Work out how many lines in the material below hold "Nappi", then give only that number.

* Listed entries:

┌────────

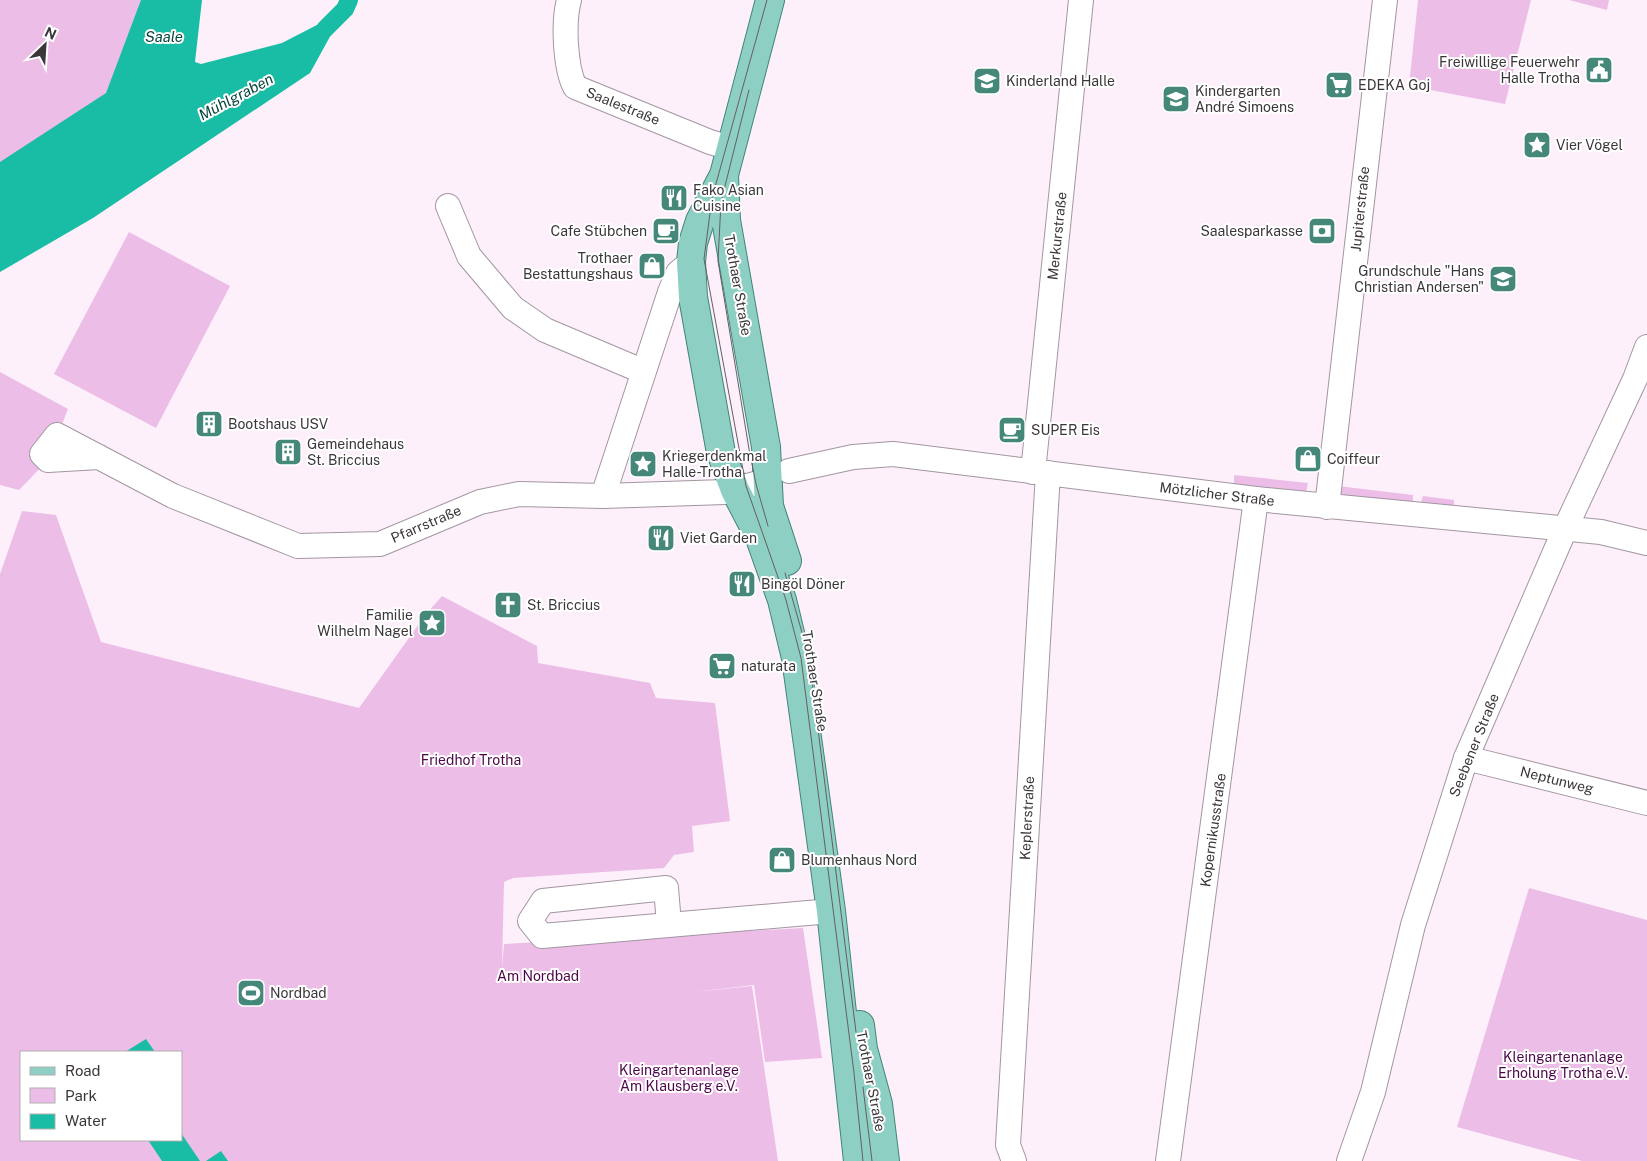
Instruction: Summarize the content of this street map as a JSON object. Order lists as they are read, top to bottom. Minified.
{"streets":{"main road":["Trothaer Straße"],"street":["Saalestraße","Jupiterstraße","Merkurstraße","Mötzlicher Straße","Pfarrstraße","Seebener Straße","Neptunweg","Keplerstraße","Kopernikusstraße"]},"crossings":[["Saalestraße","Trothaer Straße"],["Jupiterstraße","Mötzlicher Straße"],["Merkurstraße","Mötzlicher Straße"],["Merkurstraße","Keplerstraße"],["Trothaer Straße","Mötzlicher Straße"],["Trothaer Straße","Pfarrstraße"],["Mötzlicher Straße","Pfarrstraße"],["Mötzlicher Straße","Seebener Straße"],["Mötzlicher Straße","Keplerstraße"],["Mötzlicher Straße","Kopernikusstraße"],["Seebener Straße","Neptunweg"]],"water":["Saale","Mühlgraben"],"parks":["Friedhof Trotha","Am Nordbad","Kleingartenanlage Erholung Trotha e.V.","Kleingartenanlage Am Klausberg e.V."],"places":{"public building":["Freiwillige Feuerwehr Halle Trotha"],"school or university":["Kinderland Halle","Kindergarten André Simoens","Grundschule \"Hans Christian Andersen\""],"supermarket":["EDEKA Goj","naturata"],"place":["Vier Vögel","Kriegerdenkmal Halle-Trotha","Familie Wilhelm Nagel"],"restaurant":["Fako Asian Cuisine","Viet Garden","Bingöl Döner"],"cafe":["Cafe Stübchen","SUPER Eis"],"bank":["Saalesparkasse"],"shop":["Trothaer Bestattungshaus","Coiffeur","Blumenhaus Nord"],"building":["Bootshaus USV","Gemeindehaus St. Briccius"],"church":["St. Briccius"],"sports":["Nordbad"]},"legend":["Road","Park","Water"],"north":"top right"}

└────────
┌────────

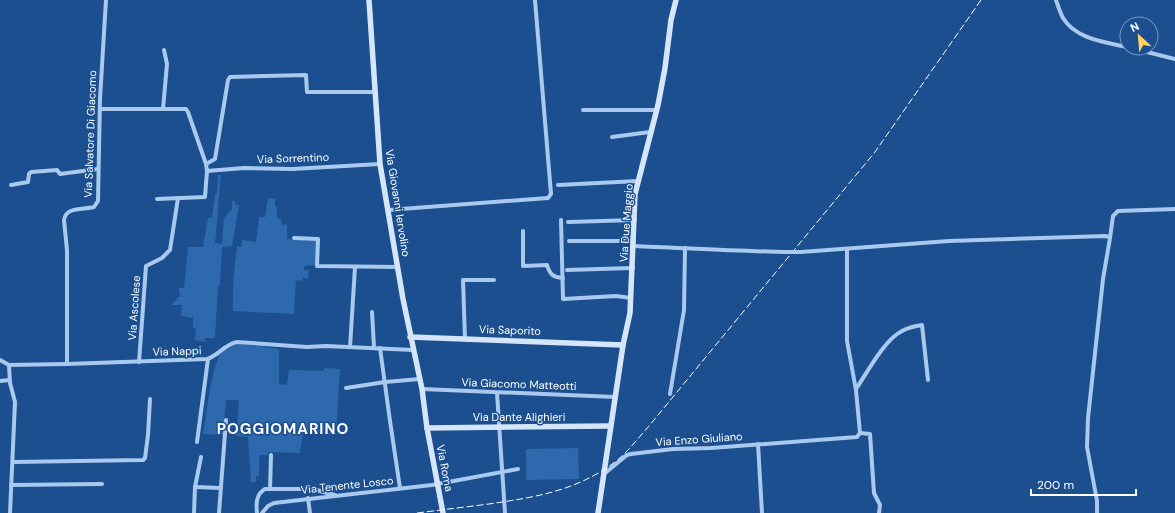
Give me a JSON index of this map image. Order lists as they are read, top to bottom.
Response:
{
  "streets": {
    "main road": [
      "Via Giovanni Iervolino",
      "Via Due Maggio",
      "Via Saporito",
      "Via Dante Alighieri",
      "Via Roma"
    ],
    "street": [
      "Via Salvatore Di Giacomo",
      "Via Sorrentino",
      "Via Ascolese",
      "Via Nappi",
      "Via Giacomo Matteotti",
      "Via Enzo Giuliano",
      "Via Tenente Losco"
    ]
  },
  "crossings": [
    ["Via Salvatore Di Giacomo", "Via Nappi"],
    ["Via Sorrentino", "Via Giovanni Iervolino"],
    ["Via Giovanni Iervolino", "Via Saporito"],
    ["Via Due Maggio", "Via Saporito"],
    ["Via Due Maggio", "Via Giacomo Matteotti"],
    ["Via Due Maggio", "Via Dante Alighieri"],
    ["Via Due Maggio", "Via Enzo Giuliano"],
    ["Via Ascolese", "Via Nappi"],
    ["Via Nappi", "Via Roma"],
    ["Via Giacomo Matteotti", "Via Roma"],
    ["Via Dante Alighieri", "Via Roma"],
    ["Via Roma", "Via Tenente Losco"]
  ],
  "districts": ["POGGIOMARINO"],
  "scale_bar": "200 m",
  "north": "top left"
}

└────────
┌────────

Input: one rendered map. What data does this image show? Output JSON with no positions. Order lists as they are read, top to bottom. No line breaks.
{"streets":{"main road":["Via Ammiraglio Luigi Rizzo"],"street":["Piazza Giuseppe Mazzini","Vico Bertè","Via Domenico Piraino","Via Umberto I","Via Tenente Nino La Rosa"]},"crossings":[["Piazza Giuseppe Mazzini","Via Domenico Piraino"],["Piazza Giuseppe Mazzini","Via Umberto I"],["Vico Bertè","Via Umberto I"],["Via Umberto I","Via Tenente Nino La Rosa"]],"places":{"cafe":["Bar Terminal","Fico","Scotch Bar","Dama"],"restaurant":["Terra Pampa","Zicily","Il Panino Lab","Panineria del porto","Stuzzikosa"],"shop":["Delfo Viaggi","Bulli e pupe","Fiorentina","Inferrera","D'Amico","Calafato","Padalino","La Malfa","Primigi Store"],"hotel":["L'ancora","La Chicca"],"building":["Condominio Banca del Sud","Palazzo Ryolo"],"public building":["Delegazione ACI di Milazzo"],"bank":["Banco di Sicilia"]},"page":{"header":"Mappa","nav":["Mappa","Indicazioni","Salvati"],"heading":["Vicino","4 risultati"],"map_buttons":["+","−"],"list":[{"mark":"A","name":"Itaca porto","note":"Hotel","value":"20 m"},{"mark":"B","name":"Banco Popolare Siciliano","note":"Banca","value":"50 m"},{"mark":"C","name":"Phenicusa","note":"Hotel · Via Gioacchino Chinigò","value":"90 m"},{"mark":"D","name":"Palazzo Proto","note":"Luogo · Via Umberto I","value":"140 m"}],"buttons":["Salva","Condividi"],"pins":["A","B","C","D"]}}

└────────

* Written solution: 4